## Task requirements
The lines below, all of them, should be returned exactly as they appear.

## Data shown

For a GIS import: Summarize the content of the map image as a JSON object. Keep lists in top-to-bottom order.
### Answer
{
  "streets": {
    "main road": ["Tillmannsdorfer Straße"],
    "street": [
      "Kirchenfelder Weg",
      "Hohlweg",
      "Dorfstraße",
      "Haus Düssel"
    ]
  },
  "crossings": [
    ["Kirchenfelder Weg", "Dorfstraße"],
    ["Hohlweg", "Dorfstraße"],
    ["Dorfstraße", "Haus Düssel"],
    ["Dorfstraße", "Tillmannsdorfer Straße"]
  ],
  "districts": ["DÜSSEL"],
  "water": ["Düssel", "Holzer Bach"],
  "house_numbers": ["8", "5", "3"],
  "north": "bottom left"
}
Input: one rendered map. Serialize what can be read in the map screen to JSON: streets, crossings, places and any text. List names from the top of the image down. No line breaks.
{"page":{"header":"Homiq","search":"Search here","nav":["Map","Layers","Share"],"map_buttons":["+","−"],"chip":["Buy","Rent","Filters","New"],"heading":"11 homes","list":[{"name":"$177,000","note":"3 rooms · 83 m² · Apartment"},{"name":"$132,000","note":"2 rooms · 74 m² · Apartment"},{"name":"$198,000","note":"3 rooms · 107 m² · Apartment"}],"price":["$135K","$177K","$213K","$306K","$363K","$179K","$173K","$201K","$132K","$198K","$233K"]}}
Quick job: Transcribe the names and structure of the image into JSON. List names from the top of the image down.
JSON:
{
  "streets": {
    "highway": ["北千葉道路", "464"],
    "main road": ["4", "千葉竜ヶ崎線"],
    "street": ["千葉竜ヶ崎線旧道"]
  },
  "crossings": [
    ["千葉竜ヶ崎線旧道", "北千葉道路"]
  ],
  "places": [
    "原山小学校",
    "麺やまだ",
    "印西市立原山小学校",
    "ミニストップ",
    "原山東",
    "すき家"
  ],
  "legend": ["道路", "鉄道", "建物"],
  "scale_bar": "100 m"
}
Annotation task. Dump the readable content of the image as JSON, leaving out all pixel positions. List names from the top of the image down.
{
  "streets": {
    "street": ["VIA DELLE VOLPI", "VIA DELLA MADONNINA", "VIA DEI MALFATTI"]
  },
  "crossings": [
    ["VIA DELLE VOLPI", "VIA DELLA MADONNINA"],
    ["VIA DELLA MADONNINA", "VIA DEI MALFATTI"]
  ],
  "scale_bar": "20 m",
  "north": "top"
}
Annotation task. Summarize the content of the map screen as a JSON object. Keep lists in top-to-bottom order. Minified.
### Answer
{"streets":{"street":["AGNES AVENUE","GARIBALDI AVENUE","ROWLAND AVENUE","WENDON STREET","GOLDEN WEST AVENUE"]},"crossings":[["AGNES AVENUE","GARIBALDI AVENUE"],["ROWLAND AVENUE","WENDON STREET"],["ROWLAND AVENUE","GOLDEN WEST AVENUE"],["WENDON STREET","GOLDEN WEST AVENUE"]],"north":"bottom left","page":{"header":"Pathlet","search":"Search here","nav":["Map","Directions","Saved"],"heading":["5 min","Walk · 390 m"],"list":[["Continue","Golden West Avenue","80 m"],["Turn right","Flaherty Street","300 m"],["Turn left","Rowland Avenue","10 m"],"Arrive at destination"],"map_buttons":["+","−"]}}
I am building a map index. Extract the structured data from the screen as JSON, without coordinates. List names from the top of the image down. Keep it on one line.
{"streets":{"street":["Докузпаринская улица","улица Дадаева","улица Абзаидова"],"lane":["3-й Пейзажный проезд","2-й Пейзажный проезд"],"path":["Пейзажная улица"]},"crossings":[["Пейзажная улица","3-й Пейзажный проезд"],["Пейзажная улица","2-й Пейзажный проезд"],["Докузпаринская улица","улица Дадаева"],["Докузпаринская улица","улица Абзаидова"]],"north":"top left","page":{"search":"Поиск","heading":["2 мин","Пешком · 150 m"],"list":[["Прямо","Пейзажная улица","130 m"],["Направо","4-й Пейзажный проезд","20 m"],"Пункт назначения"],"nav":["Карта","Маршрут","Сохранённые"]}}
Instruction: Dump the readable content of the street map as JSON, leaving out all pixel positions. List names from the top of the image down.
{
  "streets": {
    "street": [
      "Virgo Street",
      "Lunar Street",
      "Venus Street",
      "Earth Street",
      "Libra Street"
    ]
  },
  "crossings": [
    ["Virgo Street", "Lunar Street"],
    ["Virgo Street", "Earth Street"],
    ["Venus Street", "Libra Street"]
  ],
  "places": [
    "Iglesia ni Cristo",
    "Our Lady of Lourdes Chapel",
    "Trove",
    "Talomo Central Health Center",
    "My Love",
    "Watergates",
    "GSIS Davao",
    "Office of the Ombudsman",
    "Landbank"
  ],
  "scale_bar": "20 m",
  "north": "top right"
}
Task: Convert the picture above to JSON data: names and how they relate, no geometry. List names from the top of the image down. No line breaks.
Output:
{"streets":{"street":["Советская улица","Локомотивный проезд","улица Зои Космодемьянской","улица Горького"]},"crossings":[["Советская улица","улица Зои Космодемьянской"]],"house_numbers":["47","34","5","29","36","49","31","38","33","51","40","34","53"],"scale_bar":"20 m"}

## Finished task
For a GIS import: Summarize the content of the map image as a JSON object. Keep lists in top-to-bottom order.
### Answer
{
  "streets": {
    "main road": ["Tillmannsdorfer Straße"],
    "street": [
      "Kirchenfelder Weg",
      "Hohlweg",
      "Dorfstraße",
      "Haus Düssel"
    ]
  },
  "crossings": [
    ["Kirchenfelder Weg", "Dorfstraße"],
    ["Hohlweg", "Dorfstraße"],
    ["Dorfstraße", "Haus Düssel"],
    ["Dorfstraße", "Tillmannsdorfer Straße"]
  ],
  "districts": ["DÜSSEL"],
  "water": ["Düssel", "Holzer Bach"],
  "house_numbers": ["8", "5", "3"],
  "north": "bottom left"
}
Input: one rendered map. Serialize what can be read in the map screen to JSON: streets, crossings, places and any text. List names from the top of the image down. No line breaks.
{"page":{"header":"Homiq","search":"Search here","nav":["Map","Layers","Share"],"map_buttons":["+","−"],"chip":["Buy","Rent","Filters","New"],"heading":"11 homes","list":[{"name":"$177,000","note":"3 rooms · 83 m² · Apartment"},{"name":"$132,000","note":"2 rooms · 74 m² · Apartment"},{"name":"$198,000","note":"3 rooms · 107 m² · Apartment"}],"price":["$135K","$177K","$213K","$306K","$363K","$179K","$173K","$201K","$132K","$198K","$233K"]}}
Quick job: Transcribe the names and structure of the image into JSON. List names from the top of the image down.
JSON:
{
  "streets": {
    "highway": ["北千葉道路", "464"],
    "main road": ["4", "千葉竜ヶ崎線"],
    "street": ["千葉竜ヶ崎線旧道"]
  },
  "crossings": [
    ["千葉竜ヶ崎線旧道", "北千葉道路"]
  ],
  "places": [
    "原山小学校",
    "麺やまだ",
    "印西市立原山小学校",
    "ミニストップ",
    "原山東",
    "すき家"
  ],
  "legend": ["道路", "鉄道", "建物"],
  "scale_bar": "100 m"
}
Annotation task. Dump the readable content of the image as JSON, leaving out all pixel positions. List names from the top of the image down.
{
  "streets": {
    "street": ["VIA DELLE VOLPI", "VIA DELLA MADONNINA", "VIA DEI MALFATTI"]
  },
  "crossings": [
    ["VIA DELLE VOLPI", "VIA DELLA MADONNINA"],
    ["VIA DELLA MADONNINA", "VIA DEI MALFATTI"]
  ],
  "scale_bar": "20 m",
  "north": "top"
}
Annotation task. Summarize the content of the map screen as a JSON object. Keep lists in top-to-bottom order. Minified.
### Answer
{"streets":{"street":["AGNES AVENUE","GARIBALDI AVENUE","ROWLAND AVENUE","WENDON STREET","GOLDEN WEST AVENUE"]},"crossings":[["AGNES AVENUE","GARIBALDI AVENUE"],["ROWLAND AVENUE","WENDON STREET"],["ROWLAND AVENUE","GOLDEN WEST AVENUE"],["WENDON STREET","GOLDEN WEST AVENUE"]],"north":"bottom left","page":{"header":"Pathlet","search":"Search here","nav":["Map","Directions","Saved"],"heading":["5 min","Walk · 390 m"],"list":[["Continue","Golden West Avenue","80 m"],["Turn right","Flaherty Street","300 m"],["Turn left","Rowland Avenue","10 m"],"Arrive at destination"],"map_buttons":["+","−"]}}
I am building a map index. Extract the structured data from the screen as JSON, without coordinates. List names from the top of the image down. Keep it on one line.
{"streets":{"street":["Докузпаринская улица","улица Дадаева","улица Абзаидова"],"lane":["3-й Пейзажный проезд","2-й Пейзажный проезд"],"path":["Пейзажная улица"]},"crossings":[["Пейзажная улица","3-й Пейзажный проезд"],["Пейзажная улица","2-й Пейзажный проезд"],["Докузпаринская улица","улица Дадаева"],["Докузпаринская улица","улица Абзаидова"]],"north":"top left","page":{"search":"Поиск","heading":["2 мин","Пешком · 150 m"],"list":[["Прямо","Пейзажная улица","130 m"],["Направо","4-й Пейзажный проезд","20 m"],"Пункт назначения"],"nav":["Карта","Маршрут","Сохранённые"]}}
Instruction: Dump the readable content of the street map as JSON, leaving out all pixel positions. List names from the top of the image down.
{
  "streets": {
    "street": [
      "Virgo Street",
      "Lunar Street",
      "Venus Street",
      "Earth Street",
      "Libra Street"
    ]
  },
  "crossings": [
    ["Virgo Street", "Lunar Street"],
    ["Virgo Street", "Earth Street"],
    ["Venus Street", "Libra Street"]
  ],
  "places": [
    "Iglesia ni Cristo",
    "Our Lady of Lourdes Chapel",
    "Trove",
    "Talomo Central Health Center",
    "My Love",
    "Watergates",
    "GSIS Davao",
    "Office of the Ombudsman",
    "Landbank"
  ],
  "scale_bar": "20 m",
  "north": "top right"
}
Task: Convert the picture above to JSON data: names and how they relate, no geometry. List names from the top of the image down. No line breaks.
Output:
{"streets":{"street":["Советская улица","Локомотивный проезд","улица Зои Космодемьянской","улица Горького"]},"crossings":[["Советская улица","улица Зои Космодемьянской"]],"house_numbers":["47","34","5","29","36","49","31","38","33","51","40","34","53"],"scale_bar":"20 m"}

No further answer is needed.